Paiton Returns to Its Diffusion Roots: Optimizing Wan2.2-T2V-A14B on AMD MI355X
When we first started building Paiton, one of our earliest focus areas was optimizing diffusion models. Stable Diffusion XL was one of the first large models where we showed that fused operators, efficient execution, and hardware-aware kernels could make a real difference.
Now we are returning to those origins.With the growing interest in text-to-video generation, we have added support for Wan-AI/Wan2.2-T2V-A14B, a large text-to-video diffusion model. This is an important step for Paiton because it shows that our compiler and runtime approach is not limited to LLM inference. Paiton is built to optimize real AI workloads across model families, including diffusion, video generation, and multimodal systems.
Benchmark setup
For this comparison, we used the Hugging Face Diffusers library to run the Wan2.2-T2V-A14B model on two high-end accelerators:
- AMD MI355X
- NVIDIA B200
The goal was simple: compare generation time for the same model using the same Diffusers-based workflow. Using our Paiton-Diffusers plugin on the AMD MI355X.
Results
Based on the average generation times, the AMD MI355X completed generation in 17.6% less time than the NVIDIA B200.

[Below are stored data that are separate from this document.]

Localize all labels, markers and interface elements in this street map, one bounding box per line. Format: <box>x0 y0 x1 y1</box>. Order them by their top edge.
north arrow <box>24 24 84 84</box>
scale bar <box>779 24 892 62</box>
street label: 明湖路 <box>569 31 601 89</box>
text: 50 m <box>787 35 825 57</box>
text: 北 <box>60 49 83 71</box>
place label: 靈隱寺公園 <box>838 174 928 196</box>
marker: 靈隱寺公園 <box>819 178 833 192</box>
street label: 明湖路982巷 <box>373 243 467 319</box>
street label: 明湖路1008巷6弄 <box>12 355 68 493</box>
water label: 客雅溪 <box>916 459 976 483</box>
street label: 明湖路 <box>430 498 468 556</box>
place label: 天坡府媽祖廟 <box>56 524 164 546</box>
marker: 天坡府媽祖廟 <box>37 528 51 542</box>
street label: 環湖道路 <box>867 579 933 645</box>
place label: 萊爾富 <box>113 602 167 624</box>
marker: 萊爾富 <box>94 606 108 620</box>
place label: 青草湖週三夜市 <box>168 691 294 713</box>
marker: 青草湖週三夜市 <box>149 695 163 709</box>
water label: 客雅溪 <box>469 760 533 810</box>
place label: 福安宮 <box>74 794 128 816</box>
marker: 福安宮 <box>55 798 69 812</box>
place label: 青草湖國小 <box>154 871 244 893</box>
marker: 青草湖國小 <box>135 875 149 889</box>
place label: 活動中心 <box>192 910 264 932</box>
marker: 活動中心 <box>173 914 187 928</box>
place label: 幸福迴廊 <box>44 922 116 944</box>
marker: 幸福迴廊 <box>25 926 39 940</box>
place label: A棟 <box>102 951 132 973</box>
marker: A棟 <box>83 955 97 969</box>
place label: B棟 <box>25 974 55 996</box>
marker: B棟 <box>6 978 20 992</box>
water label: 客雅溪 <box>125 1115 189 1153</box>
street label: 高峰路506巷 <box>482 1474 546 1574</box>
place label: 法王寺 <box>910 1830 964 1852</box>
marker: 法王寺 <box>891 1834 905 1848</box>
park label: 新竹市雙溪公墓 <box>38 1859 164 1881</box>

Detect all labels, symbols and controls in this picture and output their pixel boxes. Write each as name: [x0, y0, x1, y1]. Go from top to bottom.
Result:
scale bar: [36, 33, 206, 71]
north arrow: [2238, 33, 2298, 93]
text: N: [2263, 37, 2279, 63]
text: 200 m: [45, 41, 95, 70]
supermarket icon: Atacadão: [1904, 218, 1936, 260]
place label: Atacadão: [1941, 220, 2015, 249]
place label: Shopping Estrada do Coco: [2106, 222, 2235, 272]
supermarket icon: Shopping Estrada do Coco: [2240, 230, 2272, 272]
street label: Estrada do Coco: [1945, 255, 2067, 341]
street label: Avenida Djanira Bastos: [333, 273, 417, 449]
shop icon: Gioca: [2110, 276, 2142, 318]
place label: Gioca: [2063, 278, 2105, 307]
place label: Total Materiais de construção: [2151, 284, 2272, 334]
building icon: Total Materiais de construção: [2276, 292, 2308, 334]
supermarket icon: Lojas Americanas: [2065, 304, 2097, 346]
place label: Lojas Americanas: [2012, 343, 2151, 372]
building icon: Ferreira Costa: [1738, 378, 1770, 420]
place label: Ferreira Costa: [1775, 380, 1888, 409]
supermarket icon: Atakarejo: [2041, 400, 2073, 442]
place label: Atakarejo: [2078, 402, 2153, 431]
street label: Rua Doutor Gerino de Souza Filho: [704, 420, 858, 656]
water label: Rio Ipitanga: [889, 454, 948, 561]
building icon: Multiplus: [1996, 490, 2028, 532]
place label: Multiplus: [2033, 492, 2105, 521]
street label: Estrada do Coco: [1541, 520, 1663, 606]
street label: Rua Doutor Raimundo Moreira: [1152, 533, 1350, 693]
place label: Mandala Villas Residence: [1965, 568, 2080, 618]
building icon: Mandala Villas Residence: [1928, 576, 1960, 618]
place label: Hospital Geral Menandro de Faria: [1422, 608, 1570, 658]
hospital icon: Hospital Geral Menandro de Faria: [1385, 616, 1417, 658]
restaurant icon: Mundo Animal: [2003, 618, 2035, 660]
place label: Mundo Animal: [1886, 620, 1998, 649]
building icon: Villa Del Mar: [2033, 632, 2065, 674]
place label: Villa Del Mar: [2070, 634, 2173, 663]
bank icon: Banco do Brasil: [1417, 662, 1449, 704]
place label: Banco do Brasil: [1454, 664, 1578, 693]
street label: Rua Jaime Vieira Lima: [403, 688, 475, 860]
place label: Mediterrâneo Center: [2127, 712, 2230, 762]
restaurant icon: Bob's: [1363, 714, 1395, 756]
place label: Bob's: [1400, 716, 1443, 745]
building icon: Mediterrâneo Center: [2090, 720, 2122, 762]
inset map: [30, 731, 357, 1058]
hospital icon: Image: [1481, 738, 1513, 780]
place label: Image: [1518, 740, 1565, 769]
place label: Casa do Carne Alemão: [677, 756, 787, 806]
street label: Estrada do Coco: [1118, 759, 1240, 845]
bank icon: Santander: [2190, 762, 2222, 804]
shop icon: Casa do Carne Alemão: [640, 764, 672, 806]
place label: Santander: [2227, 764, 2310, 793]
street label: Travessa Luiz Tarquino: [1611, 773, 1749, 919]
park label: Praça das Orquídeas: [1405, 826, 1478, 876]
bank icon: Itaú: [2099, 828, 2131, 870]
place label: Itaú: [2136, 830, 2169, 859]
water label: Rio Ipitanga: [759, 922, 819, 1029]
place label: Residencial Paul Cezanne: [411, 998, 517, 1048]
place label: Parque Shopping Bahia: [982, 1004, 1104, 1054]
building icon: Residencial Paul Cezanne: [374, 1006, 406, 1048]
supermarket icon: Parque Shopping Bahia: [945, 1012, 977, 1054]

| GPU | Average generation time | Result |
| NVIDIA B200 | 6.672s | Baseline |
| AMD MI355X | 5.501s | 17.6% faster generation time |


This is exactly the type of workload Paiton was built for: large models, heavy GPU execution, and expensive inference paths where every optimization matters.
Why diffusion models still matter
Large language models have received most of the attention in recent years, but diffusion models remain one of the most important classes of AI workloads. Image generation, video generation, 3D generation, and multimodal pipelines all depend on many of the same performance-critical patterns:
- large matrix operations
- normalization layers
- attention blocks
- memory-heavy tensor transformations
- repeated denoising steps
- operator scheduling overhead
These are exactly the areas where Paiton can provide value.
Our work on Wan2.2-T2V-A14B is a continuation of what we started with SDXL: taking complex diffusion pipelines and making them run faster through compilation, kernel optimization, and hardware-aware execution.
We do not aim for day-zero support
We want to be clear about our philosophy.
Paiton does not try to provide day-zero support for every new model the moment it appears online. That is not how we work.
We are European. We like to take our time.
Our goal is not to be first with a fragile implementation. Our goal is to publish support when the model is stable, the runtime is tested, and the performance work has been done properly. We would rather spend more time understanding the model architecture, profiling the actual bottlenecks, and optimizing the execution path than rush out a superficial integration.
For us, support does not simply mean “it runs.”
Support means:
- the model runs correctly
- the model is profiled properly
- the expensive operations are understood
- the implementation is optimized
- the result is useful in production
That is the standard we want for Paiton.
What this means for Paiton
Supporting Wan2.2-T2V-A14B is another step toward making Paiton a broader AI inference optimization platform.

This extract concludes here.